It has been stated that the idea of ghosts as being merely the risen dead is just a recent concept, but if we cast our minds back to Eziekel 37 we find a very such references. In this chapter, to cut a long story short, god leads Ezi down to a valley of dry bones, whereby Ezi asks god if the bones shall every live again and god replies ‘I will cause breath to enter you and you shall live again, I will lay sinews upon you, and cover you with flesh, and form skin over you. And I will put breath into you and you shall live again’. After this Ezi was disturbed by the sounds of rising bones as they formed ghostlike human figures. Also in Daniel 12:2-3 we find further references to the dead rising from ‘sleep in the dust of the earth’ to inhabit the Earth evermore in a ghostlike presence.

So far we have had god , angels and the dead appearing in human form, or some spiritual sense inline with the conditions of the definitions stated above; We have seen ghosts, but one ghost is probably more well known within the Jewish faith than any other, Elijahu. Elijahu was a prophet, and his greatness was such that he was appointed to appear alive again before the judgment, and coming of the Messiah to prepare humanity and resurrect the dead, see Malachi 3:23. But until his appearance he is supposed to appear in Jewish custom, derived from the commentaries, annually at the household of each Jew, signified with the ritual doorpost, the Mezzuzah, where upon he would enter the house during the Passover service to drink a sip of wine especially left out for him, in his own glass. Each year Jewish children sit with one eye poised over the cup to see that fraction of a drop disappear, and each year the same joke is made countless times globally in over a hundred different languages, about how drunk Elijahu will be by the time he has drunk from so many cups, and each year the joke becomes less funny. All of this for a ghost that some suppose does not exist.
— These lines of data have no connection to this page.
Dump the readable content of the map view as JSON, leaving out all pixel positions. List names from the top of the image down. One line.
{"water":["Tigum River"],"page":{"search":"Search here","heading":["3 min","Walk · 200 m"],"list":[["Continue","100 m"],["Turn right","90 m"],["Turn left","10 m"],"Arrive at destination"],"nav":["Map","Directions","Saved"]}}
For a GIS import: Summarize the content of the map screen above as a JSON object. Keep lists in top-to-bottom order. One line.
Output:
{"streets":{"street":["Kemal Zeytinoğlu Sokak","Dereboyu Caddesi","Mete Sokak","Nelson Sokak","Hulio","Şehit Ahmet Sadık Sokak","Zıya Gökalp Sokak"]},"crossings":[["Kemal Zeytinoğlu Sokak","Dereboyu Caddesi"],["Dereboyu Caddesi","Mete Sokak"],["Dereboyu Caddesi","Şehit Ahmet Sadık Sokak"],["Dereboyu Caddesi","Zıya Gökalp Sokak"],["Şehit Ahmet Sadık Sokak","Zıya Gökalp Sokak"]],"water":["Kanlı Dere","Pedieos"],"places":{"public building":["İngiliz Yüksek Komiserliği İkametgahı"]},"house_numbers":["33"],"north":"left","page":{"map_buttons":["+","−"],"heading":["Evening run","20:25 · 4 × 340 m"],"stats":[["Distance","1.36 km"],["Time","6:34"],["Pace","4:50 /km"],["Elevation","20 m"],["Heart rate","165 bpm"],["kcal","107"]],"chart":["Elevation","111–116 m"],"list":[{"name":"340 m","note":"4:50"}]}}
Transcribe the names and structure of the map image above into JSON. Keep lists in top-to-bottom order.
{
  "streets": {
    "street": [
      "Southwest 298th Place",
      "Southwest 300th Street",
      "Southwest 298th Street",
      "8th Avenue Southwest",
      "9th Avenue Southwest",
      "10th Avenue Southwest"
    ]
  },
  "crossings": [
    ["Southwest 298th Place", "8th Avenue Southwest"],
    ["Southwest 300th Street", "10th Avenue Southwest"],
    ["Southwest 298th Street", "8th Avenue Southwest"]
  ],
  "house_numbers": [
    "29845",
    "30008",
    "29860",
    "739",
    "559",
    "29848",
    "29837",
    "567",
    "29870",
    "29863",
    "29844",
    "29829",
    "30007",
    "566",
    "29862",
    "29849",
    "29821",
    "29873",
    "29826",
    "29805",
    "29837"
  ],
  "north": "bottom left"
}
We have jumped around from one book of the Tanach to another, some pointing the finger to pillars of fire that lead the Jewish people in Ba’Midbar, others feature messengers of god coming to Earth in human manifestations. We also have god appearing to Ezikel and resurrecting the dead as ghosts. Finally we saw how Elijahu, the archetype when it comes to Jewish ghosts, and his worldwide trek drinking from the cups of Jews in apprehension of the coming of the Messiah, will be the final Jewish ghost, and with his appearance all will be revealed. Until then we will are forced to resort to one of the most holy of Jewish sources, Woody Allen; ‘There is no question that there is an unseen world. The problem is, how far is it from midtown, and how late is it open ? Unexplainable events occur constantly. One man will see a spirit. Another will hear voices, A third will wake up and find himself running in the Preakness... What is behind these experiences ? Or in front of them, for that matter? Is it true that some men can foresee the future or communicate with ghosts? And after death is it still possible to take showers?’